For the perfect day trip from Guadalajara, take the two-hour bus journey into the blue agave fields of Tequila, birthplace of the legendary liquor of the same name. Internationally, tequila is sometimes thought of as a rather unsophisticated spirit, but that’s down to the poor quality of the varieties found outside Mexico. Authentic tequila is subject to similar appellation of origin rules as champagne, prosciutto di Parma and Roquefort cheese – it must be made from at least 51% (preferably 100%) Weber blue agave, from the fields of Jalisco and a couple of surrounding areas. Tequila production in its modern form dates back to the 16th century, when Spanish conquistadors with dwindling supplies of brandy turned to traditional methods of distilling agave, a spiky succulent plant which grows in abundance around Jalisco.

Agaves grow to great size over seven to ten years, before their ‘heart’ – the large, pineapple-like core of the plant – is baked in an oven. The sweet juice it produces is then fermented and distilled. A tour of one of Tequila’s many distilleries gives an enjoyable insight into the production process – and, of course, the opportunity to sample the produce. The most polished tour can be found at world-leading company Jose Cuervo, whose atmospheric factory has stood here since 1758. To experience the tour in style, board the Jose Cuervo Express, one of the few passenger trains in Mexico, which runs between Guadalajara and Tequila. Trips include the journey itself, in luxurious wood-panelled train carriages, a tour of the Jose Cuervo distillery, and a traditional Mexican culture show. You’ll also visit the agave fields themselves, enjoy a harvesting demonstration, and have plenty of tasting opportunities along the way.

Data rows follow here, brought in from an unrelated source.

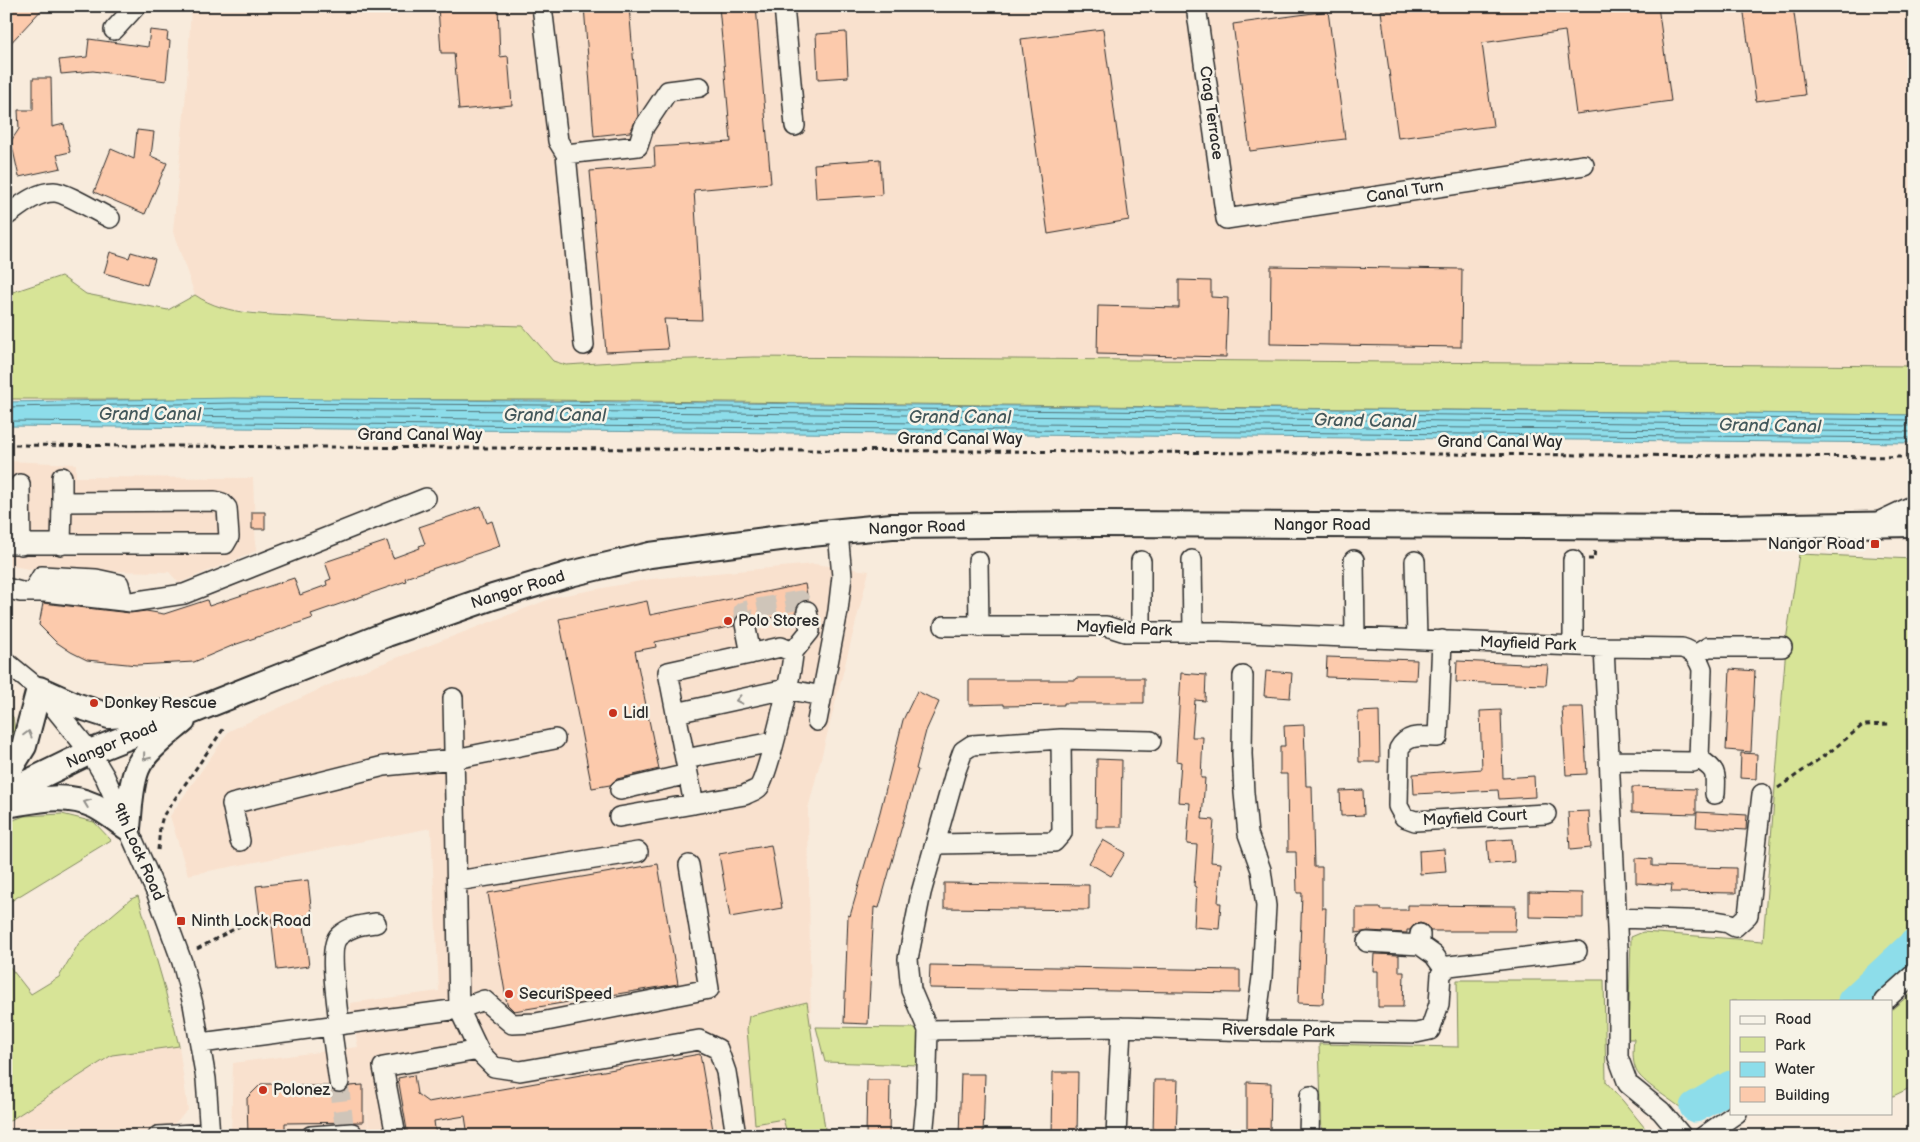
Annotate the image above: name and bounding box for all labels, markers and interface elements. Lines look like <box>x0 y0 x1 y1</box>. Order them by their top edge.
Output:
street label: Crag Terrace <box>1195 65 1227 162</box>
street label: Canal Turn <box>1365 177 1445 207</box>
water label: Grand Canal <box>99 404 202 425</box>
water label: Grand Canal <box>504 405 607 426</box>
water label: Grand Canal <box>909 407 1012 428</box>
water label: Grand Canal <box>1314 410 1417 432</box>
water label: Grand Canal <box>1719 415 1822 437</box>
street label: Grand Canal Way <box>358 426 483 445</box>
street label: Grand Canal Way <box>898 430 1023 449</box>
street label: Grand Canal Way <box>1438 433 1563 452</box>
street label: Nangor Road <box>1273 516 1371 535</box>
street label: Nangor Road <box>868 517 966 539</box>
place label: Nangor Road <box>1768 535 1865 554</box>
marker: Nangor Road <box>1869 538 1881 550</box>
street label: Nangor Road <box>469 567 567 613</box>
place label: Polo Stores <box>738 612 819 631</box>
marker: Polo Stores <box>722 615 734 627</box>
street label: Mayfield Park <box>1075 617 1173 641</box>
street label: Mayfield Park <box>1479 633 1577 655</box>
place label: Donkey Rescue <box>104 694 217 713</box>
one-way arrow <box>734 694 743 705</box>
marker: Donkey Rescue <box>88 697 100 709</box>
place label: Lidl <box>623 704 649 723</box>
marker: Lidl <box>607 707 619 719</box>
street label: Nangor Road <box>64 717 160 773</box>
one-way arrow <box>22 731 32 739</box>
one-way arrow <box>143 751 151 760</box>
one-way arrow <box>83 799 91 809</box>
street label: 9th Lock Road <box>108 800 168 904</box>
street label: Mayfield Court <box>1422 806 1528 830</box>
place label: Ninth Lock Road <box>191 912 311 931</box>
marker: Ninth Lock Road <box>175 915 187 927</box>
place label: SecuriSpeed <box>519 985 612 1004</box>
marker: SecuriSpeed <box>503 988 515 1000</box>
legend <box>1730 1000 1892 1114</box>
text: Road <box>1775 1010 1811 1029</box>
street label: Riversdale Park <box>1221 1021 1335 1041</box>
text: Park <box>1775 1036 1806 1055</box>
text: Water <box>1775 1060 1815 1079</box>
place label: Polonez <box>273 1081 331 1100</box>
marker: Polonez <box>257 1084 269 1096</box>
text: Building <box>1775 1086 1830 1105</box>

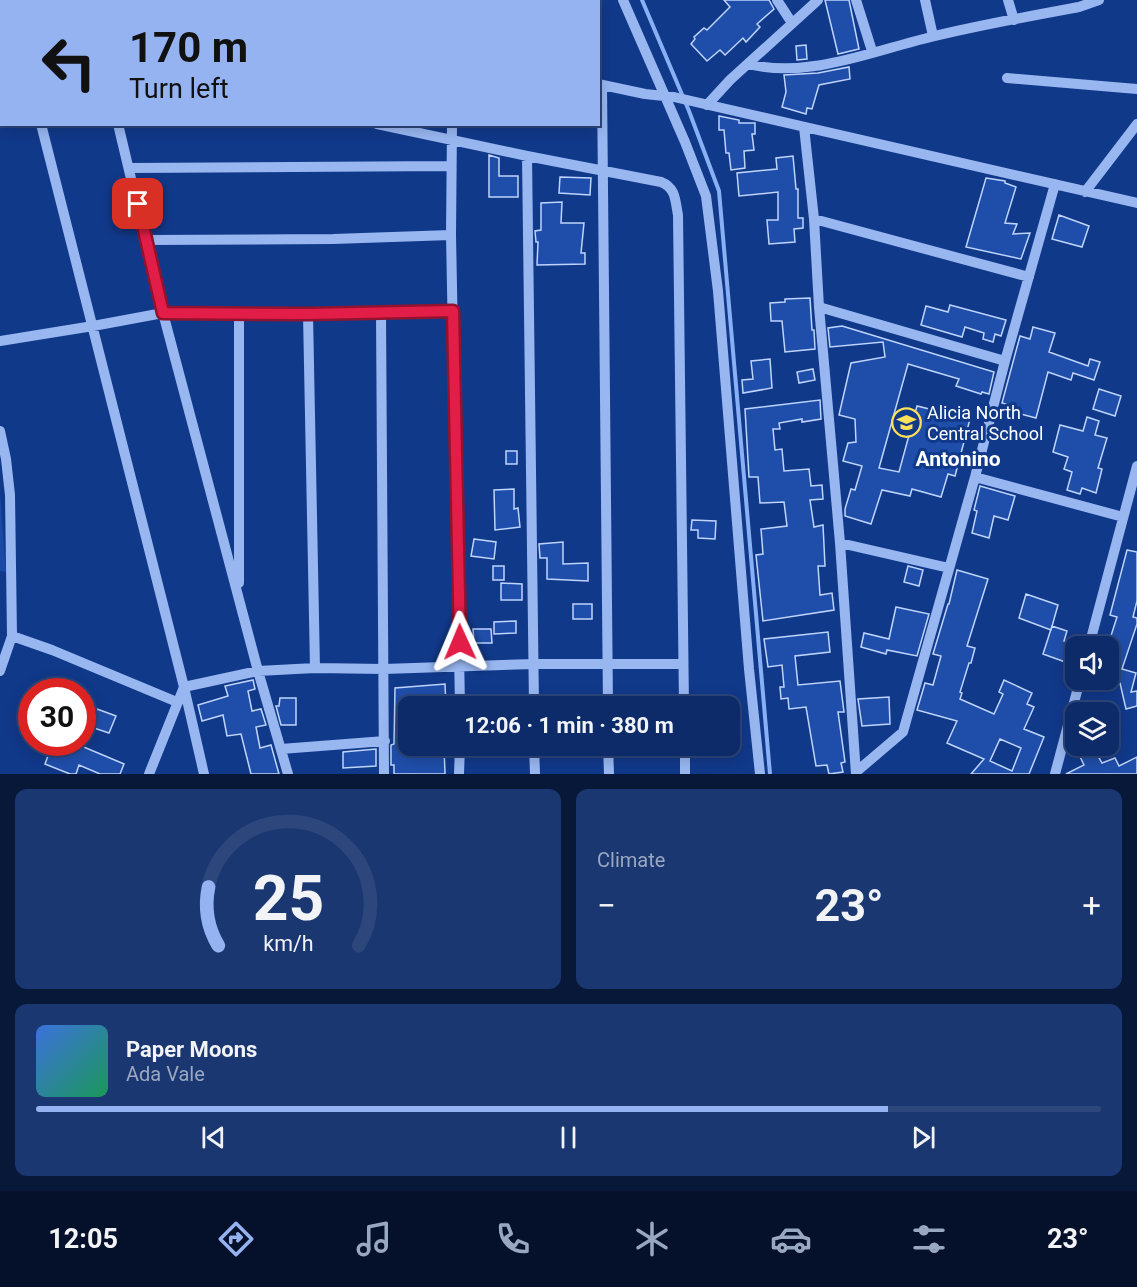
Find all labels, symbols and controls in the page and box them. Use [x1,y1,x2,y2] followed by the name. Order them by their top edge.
[129,23,248,72] text: 170 m
[30,24,108,102] icon: left
[129,73,229,105] text: Turn left
[112,178,163,229] pin
[121,187,154,220] icon: arrive
[927,402,1043,444] place label: Alicia North Central School
[890,407,922,439] school or university icon: Alicia North Central School
[915,447,1001,471] district label: Antonino
[428,610,492,674] position arrow
[1065,636,1119,756] map controls
[1065,636,1119,690] button: sound
[18,678,96,756] speed limit sign: 30
[1065,702,1119,756] button: layers
[464,713,674,738] text: 12:06 · 1 min · 380 m
[597,848,665,872] text: Climate
[252,862,324,935] text: 25
[814,879,884,932] text: 23°
[597,886,616,925] text: −
[1082,886,1101,925] text: +
[263,931,313,956] text: km/h
[126,1037,257,1062] text: Paper Moons
[126,1062,205,1086] text: Ada Vale
[197,1121,230,1154] icon: previous
[552,1121,585,1154] icon: pause
[907,1121,940,1154] icon: next
[215,1218,257,1260] icon: directions
[353,1218,395,1260] icon: music
[492,1218,534,1260] icon: phone
[631,1218,673,1260] icon: climate
[770,1218,812,1260] icon: car
[908,1218,950,1260] icon: filters
[48,1223,118,1255] text: 12:05
[1047,1223,1089,1255] text: 23°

Mexican distilleryMexican distillery. Photo: Jose de Jesus Churion Del/Shutterstock

Visit Xalapa, the home of the jalapeño

Many people think of Mexican cuisine and their mind races to one thing: the chilli pepper, and the blistering heat which it lends to many of their favourite Mexican dishes. In actual fact, Mexican food in itself is often not particularly – it’s the array of red and green salsas, which accompany every meal and comprise a whole world of flavour in themselves, which lend the food that characteristic kick. One of the most iconic Mexican peppers is the jalapeño, named for its birthplace, the Veracruz city of Xalapa. If your only experience of jalapeños is a few pickled peppers sliced on top of some nachos, you’re in for a treat: in Xalapa, they come stuffed with meat and fish or cooked down into hearty, warming soups – just the thing on those chilly highland evenings.

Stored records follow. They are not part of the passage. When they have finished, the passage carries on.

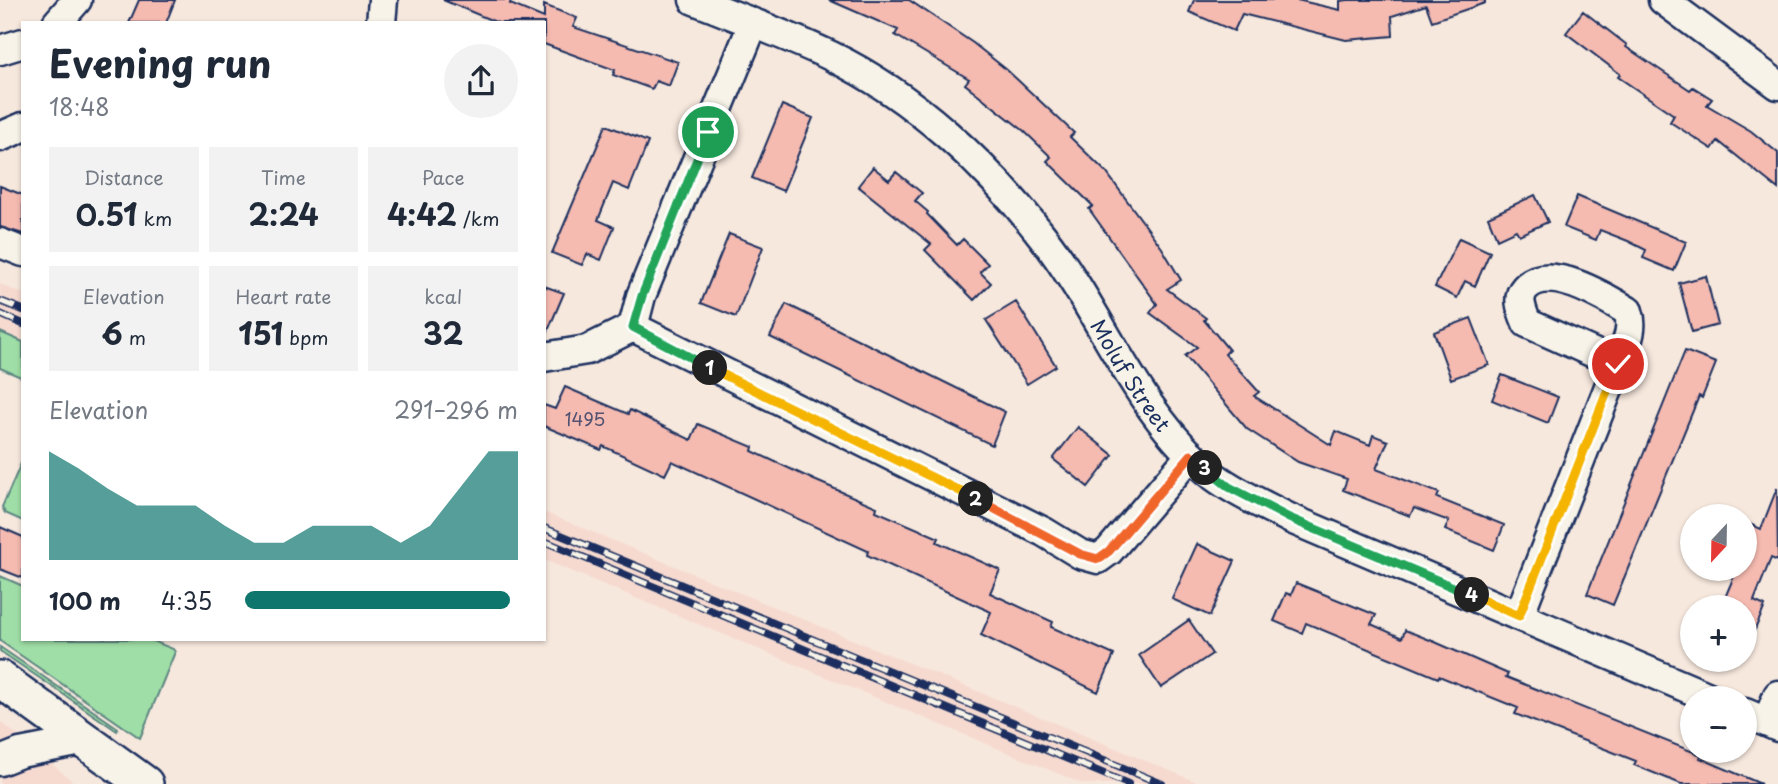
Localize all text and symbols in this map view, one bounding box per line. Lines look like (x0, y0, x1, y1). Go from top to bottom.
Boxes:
text: Evening run (49, 34, 271, 91)
button: share (444, 44, 518, 118)
text: 18:48 (49, 89, 110, 124)
pin (678, 102, 738, 162)
icon: arrive (689, 113, 727, 151)
text: Distance (84, 163, 164, 191)
text: Time (261, 163, 306, 191)
text: Pace (422, 163, 465, 191)
text: 0.51 (75, 191, 137, 236)
text: 2:24 (248, 191, 319, 236)
text: 4:42 (387, 191, 457, 236)
text: km (137, 204, 172, 232)
text: /km (457, 204, 499, 232)
text: Elevation (83, 282, 165, 310)
text: Heart rate (236, 282, 331, 310)
text: kcal (424, 282, 462, 310)
text: 6 (102, 310, 123, 355)
text: 151 (238, 310, 283, 355)
text: 32 (423, 310, 463, 355)
street label: Moluf Street (1083, 313, 1179, 438)
text: m (123, 323, 146, 351)
text: bpm (283, 323, 329, 351)
pin (1588, 334, 1648, 394)
icon: check (1599, 345, 1637, 383)
pin: 1 (692, 350, 728, 386)
text: 1 (705, 353, 714, 381)
text: Elevation (49, 392, 148, 427)
text: 291–296 m (394, 392, 518, 427)
house number: 1495 (565, 405, 605, 432)
pin: 3 (1188, 450, 1222, 486)
text: 3 (1198, 453, 1211, 481)
pin: 2 (958, 482, 993, 516)
text: 2 (969, 484, 982, 512)
north arrow (1680, 504, 1757, 581)
map controls (1680, 504, 1757, 763)
pin: 4 (1454, 578, 1490, 612)
text: 4 (1465, 580, 1478, 608)
text: 100 m (49, 583, 121, 618)
text: 4:35 (161, 583, 212, 618)
button: + (1680, 595, 1757, 672)
button: − (1680, 686, 1757, 763)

Jalapeño peppers stuffed with cheese wrapped in baconJalapeño peppers stuffed with cheese wrapped in bacon. Photo: AS Food studio/Shutterstock

Enjoy ocean-fresh seafood on the coast

The state of Veracruz is also home to some of Mexico’s finest coffee, vanilla, and, on the coast, some truly fantastic seafood. Huachinango a la Veracruzana is so popular that you’ll see it on menus across the country, but its home state remains the best
place to sample this classic dish: a whole red snapper in a tomato, jalapeño and lime sauce, served with rice and potatoes. Other specialities to try include arroz a la tumbada, a kind of Mexican cousin of paella which sees mountains of rice piled high with seafood, and chilpachole de jaiba – which combines delicious fresh crab with chipotle, the smoked twin of the jalapeño.

The west coast of Mexico is no slouch when it comes to seafood, either. In the buzzing resort town of Puerto Vallarta, forgo the all-inclusive buffet to eat like a local, grabbing a plateful of fish tacos from a stall in the old town and eating them on the beach, as the whole place is swallowed in the light of one of Vallarta’s famously dreamy sunsets. In Acapulco, meanwhile, once a playground for the Sinatras and Kennedys of this world, the speciality is ceviche Acapulco – a raw seafood salad with prawns, tomato and avocado cured in lime juice. As it’s raw, it has to be prepared on the spot, so seafood doesn’t come much fresher than this.

Mexican ceviche con camaronesMexican ceviche con camarones. Photo: ol_photo/Shutterstock

Discover the mysterious world of mole in Oaxaca

No culinary journey through Mexico would be complete without an exploration of mole, one of Mexican cuisine’s central tenets, but, for outsiders, one of its most enigmatic. This is no surprise given its great complexity – mole encompasses a wide variety of sauces, which can be red, green, brown or black, and made with chillis, avocados, fruit, or chocolate. The state of Puebla sometimes lays claim to being the home of mole, but residents of Oaxaca will queue up to tell you otherwise – pointing to their state’s nickname, ‘Land of the Seven Moles’, as proof.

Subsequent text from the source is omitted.